I met Leo at MahoganyBooks in Southeast DC. He was working there at the time, and saw me trying to decide between In Love & Trouble and Half of a Yellow Sun. I had just gotten out of a horrible situationship with the devil in human form, and I wasn’t looking for anything. I told myself I would allow whatever was meant for me to flow into my life, but I was done looking for the perfect man for me. Finally here he was, making me dinner and asking me to meet his family. 

“Alexa, play Best Part,” Leo said. The song drifted through his speakers and swirled in the air, and soon we were up dancing around his bedroom. As I stood on his toes while he twirled us around the room, I couldn’t help but feel at peace. I heard my phone vibrate and I ignored it. 

“Joy, I think the world of you. You inspire me, and you make me want to do more with my life. You’re such a beautiful person. I know we’re still at the beginning of all the time we have with each other, but I want to do this with you forever. I want to make you smile, and I want to make you feel safe. I hope you’ll allow me to do that for as long as I can.”

I had no words. I had waited and prayed and waited some more for a man like this, and here he was dancing with me in his beautiful apartment. This is the love that I’d been waiting for. I buried my face into his chest and smiled, and I whispered something to him that I don’t remember. But it made him happy, and we danced until we were tired and fell asleep.

The next morning I got a call from Amber. Leo had left to get us some breakfast. “Hey girl, what’s going on? What happened with Dre yesterday?” I was still trying to rub my eyes into consciousness. Amber was calm on the other end of the phone, with a tinge of embarrassment. “We talked it out, and we decided to get back together,” she told me. “He’s really trying to do better. He showed me his phone and he blocked her on everything, so there’s nothing to worry about. I think this time is gonna be different, Joy.” I couldn’t tell if she really believed that or not. I guess you have to if you decide to continue, even if it’s only a little bit. 

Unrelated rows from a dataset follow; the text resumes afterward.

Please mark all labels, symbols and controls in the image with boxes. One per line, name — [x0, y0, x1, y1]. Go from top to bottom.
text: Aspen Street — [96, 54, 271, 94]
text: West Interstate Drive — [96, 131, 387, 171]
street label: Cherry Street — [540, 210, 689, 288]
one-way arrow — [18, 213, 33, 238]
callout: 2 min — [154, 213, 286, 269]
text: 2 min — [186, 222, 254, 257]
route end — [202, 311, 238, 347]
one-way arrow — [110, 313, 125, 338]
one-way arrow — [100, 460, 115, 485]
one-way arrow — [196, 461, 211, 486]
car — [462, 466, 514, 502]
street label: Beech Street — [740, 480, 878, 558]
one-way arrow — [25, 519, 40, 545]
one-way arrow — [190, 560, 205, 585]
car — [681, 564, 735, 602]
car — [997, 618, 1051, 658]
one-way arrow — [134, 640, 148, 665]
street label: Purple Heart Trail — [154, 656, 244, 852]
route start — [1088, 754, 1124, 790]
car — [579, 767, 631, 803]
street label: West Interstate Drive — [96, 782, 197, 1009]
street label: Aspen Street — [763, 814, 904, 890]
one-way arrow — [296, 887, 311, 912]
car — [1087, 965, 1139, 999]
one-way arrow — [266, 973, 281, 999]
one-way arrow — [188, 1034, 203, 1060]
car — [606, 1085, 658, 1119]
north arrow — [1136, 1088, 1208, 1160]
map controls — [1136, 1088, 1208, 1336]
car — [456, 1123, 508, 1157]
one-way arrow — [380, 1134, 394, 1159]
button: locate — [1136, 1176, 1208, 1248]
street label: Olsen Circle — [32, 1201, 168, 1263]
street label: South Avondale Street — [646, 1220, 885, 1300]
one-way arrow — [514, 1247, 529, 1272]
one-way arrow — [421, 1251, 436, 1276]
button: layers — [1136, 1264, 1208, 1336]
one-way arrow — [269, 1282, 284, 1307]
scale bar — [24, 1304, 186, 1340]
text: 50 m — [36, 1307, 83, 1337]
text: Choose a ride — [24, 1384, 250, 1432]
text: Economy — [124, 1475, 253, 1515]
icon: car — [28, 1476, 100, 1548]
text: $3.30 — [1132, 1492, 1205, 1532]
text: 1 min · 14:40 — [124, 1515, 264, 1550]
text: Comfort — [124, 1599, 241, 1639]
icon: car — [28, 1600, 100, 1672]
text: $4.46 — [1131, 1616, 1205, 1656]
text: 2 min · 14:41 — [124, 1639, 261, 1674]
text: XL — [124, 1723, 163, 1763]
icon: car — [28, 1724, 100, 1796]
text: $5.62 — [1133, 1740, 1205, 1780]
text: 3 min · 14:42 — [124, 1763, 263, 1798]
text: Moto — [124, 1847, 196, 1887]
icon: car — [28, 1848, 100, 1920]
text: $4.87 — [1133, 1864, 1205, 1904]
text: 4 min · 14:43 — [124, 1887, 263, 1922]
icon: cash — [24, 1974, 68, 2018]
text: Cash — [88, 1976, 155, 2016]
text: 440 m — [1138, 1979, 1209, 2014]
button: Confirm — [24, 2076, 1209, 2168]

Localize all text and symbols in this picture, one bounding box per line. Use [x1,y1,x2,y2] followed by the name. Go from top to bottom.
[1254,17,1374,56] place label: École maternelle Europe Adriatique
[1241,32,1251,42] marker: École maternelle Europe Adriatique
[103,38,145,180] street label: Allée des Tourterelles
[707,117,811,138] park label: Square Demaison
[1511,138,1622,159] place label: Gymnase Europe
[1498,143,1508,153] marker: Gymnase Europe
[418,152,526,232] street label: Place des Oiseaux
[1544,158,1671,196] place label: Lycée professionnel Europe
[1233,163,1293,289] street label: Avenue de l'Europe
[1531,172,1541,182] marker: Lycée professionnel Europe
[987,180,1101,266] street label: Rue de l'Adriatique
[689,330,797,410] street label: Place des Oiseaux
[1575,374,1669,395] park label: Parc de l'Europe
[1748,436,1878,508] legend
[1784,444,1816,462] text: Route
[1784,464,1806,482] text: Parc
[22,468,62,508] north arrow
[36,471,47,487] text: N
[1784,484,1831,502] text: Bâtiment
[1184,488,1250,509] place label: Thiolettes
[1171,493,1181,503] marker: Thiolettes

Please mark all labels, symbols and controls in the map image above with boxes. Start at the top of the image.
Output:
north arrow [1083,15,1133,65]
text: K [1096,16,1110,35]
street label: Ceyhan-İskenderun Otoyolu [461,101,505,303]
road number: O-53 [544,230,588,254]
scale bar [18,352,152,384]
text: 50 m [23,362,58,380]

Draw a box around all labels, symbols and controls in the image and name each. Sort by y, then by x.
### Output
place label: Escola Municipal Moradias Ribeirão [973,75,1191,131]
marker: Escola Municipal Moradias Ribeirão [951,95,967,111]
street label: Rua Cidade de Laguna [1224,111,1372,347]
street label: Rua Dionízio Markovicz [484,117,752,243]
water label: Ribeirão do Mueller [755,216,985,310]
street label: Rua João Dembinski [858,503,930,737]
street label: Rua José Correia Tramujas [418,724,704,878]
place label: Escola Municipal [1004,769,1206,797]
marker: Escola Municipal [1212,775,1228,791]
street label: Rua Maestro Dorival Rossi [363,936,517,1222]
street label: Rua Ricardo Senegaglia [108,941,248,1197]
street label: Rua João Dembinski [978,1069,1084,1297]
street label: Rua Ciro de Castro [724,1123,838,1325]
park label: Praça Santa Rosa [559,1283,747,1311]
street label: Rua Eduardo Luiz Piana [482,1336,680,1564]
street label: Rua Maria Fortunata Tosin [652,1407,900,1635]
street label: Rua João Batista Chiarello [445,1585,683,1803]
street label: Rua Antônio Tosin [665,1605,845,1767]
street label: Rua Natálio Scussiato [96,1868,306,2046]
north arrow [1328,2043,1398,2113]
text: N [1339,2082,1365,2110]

She told me more about the conversation they had and about how he bought her a beautiful new dress with expensive shoes to match. “Love is complicated, Joy. You know that. There are ups and downs in every relationship. We’re no exception. I know I’m not gonna find this kind of connection anywhere else, and we always come back to each other, so I think that’s proof that this is special. This is what real love looks like, and I’m willing to fight for it.” I wondered how much of that was what he had told her to win her back. I told her that I hope he genuinely commits to doing better, and that I’d see her soon.

Love has so many different looks and feels. Sometimes it’s like smooth, expensive leather that’s built to last through all phases and stages of love. And sometimes it’s like frayed burlap – you can put it on and you’ll be covered, but you’ll always know that this isn’t the material you’re supposed to be wearing. The question we have to ask ourselves is, do we want love that simply does the bare minimum, or do we want satiating, long-lasting love? And what are we willing to do to get it?